Task statement = Your task is to find every line of the data that holds the string "compass" and copy it.
BEGIN Data
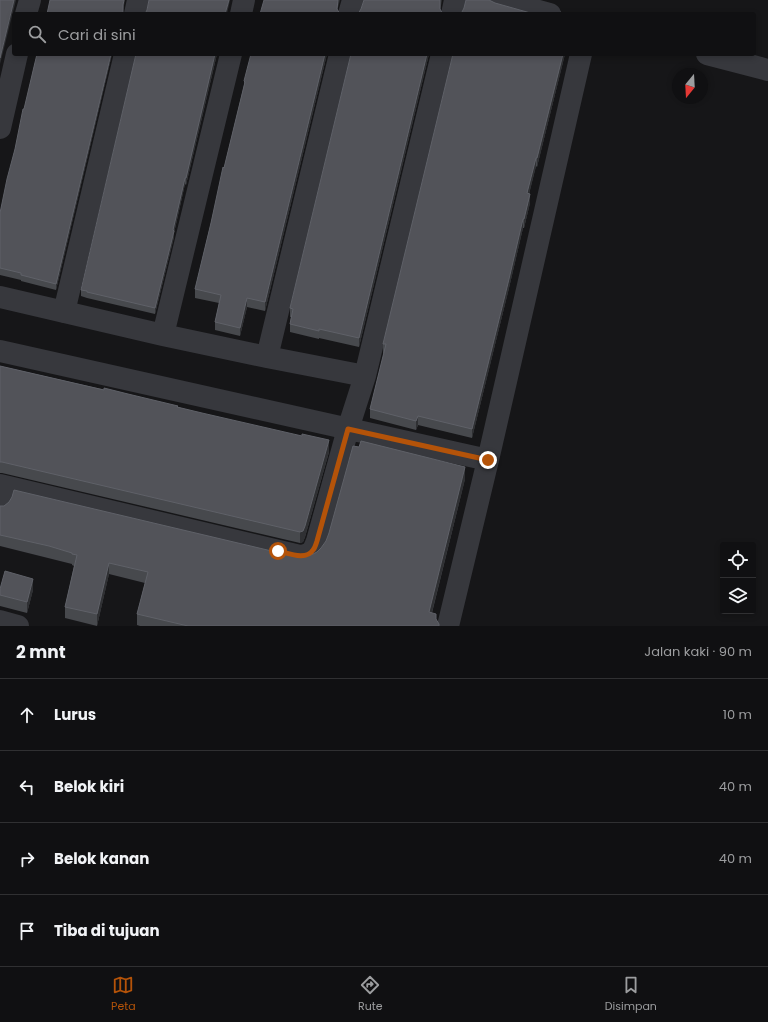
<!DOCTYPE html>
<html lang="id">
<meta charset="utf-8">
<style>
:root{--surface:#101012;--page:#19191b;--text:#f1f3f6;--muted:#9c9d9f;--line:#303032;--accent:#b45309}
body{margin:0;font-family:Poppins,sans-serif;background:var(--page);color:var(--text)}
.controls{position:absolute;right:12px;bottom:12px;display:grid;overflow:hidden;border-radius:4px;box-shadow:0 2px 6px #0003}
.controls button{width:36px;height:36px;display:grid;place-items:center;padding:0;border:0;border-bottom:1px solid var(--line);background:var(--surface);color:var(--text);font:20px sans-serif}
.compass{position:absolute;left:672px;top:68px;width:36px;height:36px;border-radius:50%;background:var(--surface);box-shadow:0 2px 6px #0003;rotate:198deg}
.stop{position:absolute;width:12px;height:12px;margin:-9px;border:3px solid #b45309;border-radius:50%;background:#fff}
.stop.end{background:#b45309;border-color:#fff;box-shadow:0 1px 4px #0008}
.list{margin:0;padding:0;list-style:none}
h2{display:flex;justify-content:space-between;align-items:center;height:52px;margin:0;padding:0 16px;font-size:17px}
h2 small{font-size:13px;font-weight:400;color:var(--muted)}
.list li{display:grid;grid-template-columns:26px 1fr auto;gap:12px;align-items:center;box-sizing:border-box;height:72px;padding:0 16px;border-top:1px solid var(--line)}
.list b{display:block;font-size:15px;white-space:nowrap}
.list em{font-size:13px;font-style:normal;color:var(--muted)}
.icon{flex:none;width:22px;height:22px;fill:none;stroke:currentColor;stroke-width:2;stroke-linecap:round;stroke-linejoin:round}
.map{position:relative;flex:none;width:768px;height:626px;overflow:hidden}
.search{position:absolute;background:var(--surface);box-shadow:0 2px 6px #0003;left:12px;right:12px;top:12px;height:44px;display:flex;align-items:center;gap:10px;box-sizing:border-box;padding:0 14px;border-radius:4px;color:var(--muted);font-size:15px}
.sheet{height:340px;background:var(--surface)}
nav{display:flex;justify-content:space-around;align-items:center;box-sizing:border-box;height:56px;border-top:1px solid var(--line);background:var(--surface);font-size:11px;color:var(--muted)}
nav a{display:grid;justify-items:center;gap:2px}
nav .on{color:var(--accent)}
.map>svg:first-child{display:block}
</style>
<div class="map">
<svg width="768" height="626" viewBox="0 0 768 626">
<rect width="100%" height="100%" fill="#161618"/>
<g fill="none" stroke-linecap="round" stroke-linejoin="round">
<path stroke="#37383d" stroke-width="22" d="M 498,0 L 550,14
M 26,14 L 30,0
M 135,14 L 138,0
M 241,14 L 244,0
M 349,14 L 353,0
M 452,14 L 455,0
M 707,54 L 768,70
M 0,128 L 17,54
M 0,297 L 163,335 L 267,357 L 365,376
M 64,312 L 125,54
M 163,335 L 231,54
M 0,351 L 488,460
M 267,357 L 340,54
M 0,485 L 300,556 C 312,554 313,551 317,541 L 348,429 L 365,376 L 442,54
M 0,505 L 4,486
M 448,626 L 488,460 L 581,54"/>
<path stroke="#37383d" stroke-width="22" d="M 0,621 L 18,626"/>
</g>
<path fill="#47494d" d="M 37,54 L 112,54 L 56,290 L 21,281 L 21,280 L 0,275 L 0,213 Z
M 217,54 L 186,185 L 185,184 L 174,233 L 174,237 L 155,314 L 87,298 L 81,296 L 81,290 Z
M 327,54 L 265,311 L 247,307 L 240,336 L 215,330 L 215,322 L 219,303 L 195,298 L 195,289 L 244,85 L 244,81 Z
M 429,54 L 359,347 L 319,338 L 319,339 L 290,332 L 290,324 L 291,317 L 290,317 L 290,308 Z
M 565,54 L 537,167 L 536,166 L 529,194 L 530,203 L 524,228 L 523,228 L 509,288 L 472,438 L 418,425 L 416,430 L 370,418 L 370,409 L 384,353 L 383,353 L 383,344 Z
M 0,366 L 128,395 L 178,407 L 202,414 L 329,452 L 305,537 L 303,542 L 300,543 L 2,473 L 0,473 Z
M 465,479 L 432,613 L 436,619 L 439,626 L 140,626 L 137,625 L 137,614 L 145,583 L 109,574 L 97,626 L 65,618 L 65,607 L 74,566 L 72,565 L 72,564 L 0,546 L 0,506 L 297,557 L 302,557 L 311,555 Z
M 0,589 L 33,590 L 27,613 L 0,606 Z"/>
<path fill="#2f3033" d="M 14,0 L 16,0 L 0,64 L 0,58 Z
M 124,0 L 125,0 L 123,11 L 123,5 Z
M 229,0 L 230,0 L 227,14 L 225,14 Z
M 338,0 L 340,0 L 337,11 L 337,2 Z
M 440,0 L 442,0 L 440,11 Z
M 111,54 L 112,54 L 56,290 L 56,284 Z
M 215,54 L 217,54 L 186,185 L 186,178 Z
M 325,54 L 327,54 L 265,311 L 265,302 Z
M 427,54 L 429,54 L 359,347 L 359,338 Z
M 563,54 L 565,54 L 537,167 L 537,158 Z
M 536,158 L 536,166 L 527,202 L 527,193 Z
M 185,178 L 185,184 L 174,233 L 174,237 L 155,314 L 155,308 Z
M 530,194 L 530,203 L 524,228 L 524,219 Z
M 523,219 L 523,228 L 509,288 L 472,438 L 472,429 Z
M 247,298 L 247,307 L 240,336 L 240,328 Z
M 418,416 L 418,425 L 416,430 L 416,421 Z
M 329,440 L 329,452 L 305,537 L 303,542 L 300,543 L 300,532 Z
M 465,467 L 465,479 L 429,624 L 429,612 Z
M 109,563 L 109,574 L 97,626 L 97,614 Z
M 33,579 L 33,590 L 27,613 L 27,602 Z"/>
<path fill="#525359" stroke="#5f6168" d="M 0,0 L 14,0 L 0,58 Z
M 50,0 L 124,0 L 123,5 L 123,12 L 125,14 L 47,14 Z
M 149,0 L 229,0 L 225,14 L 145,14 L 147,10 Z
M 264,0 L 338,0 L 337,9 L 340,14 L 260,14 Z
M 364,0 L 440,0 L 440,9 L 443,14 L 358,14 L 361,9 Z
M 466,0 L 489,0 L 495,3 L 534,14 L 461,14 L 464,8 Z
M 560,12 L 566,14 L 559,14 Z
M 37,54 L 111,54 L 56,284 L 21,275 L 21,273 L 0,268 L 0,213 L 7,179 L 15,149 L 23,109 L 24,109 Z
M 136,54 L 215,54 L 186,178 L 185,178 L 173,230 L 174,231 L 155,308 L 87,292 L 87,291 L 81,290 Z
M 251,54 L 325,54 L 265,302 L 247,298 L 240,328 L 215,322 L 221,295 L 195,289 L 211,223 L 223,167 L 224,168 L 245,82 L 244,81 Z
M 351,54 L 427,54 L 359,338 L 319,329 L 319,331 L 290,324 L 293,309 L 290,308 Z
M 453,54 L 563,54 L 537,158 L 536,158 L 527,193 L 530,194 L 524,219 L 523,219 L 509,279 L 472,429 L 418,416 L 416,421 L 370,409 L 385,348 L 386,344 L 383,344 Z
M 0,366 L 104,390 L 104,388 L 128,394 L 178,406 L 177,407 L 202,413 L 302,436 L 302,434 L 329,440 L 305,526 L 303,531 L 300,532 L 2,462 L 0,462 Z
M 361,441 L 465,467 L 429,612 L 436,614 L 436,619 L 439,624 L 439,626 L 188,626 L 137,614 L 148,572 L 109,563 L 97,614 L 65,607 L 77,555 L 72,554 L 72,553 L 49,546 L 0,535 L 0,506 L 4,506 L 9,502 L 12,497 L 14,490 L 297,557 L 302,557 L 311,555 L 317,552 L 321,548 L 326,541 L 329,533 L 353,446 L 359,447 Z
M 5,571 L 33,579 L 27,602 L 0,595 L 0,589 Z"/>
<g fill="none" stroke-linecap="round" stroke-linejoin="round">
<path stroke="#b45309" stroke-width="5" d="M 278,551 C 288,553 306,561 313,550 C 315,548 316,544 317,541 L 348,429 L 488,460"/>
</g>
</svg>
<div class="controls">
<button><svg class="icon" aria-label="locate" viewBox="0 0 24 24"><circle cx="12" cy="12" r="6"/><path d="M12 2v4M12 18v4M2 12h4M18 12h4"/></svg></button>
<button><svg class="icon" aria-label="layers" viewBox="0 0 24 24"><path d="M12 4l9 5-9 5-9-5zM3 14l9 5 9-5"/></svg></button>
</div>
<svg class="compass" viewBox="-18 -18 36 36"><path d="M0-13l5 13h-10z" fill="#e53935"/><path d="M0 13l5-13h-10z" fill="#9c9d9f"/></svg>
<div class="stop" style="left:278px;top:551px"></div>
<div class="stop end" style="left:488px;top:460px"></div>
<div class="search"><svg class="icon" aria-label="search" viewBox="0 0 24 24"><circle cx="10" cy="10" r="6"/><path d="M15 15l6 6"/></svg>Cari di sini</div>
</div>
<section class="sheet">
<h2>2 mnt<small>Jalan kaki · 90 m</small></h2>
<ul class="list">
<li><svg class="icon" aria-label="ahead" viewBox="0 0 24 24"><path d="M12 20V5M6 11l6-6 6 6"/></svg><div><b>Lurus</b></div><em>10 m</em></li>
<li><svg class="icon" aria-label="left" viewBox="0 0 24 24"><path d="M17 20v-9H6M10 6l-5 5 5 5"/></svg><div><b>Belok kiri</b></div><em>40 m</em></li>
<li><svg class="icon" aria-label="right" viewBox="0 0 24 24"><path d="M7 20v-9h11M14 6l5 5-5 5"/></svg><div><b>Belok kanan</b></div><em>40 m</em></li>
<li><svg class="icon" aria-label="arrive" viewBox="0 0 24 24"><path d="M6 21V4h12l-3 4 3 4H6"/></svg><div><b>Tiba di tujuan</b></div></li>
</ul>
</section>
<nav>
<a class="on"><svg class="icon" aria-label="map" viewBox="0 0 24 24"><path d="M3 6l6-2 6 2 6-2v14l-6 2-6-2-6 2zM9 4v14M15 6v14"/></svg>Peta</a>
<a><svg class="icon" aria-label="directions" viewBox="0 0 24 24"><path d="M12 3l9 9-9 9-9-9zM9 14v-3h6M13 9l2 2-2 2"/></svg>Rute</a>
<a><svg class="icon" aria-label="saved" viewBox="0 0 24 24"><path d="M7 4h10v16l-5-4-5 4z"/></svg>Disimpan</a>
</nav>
END Data
Your response =
.compass{position:absolute;left:672px;top:68px;width:36px;height:36px;border-radius:50%;background:var(--surface);box-shadow:0 2px 6px #0003;rotate:198deg}
<svg class="compass" viewBox="-18 -18 36 36"><path d="M0-13l5 13h-10z" fill="#e53935"/><path d="M0 13l5-13h-10z" fill="#9c9d9f"/></svg>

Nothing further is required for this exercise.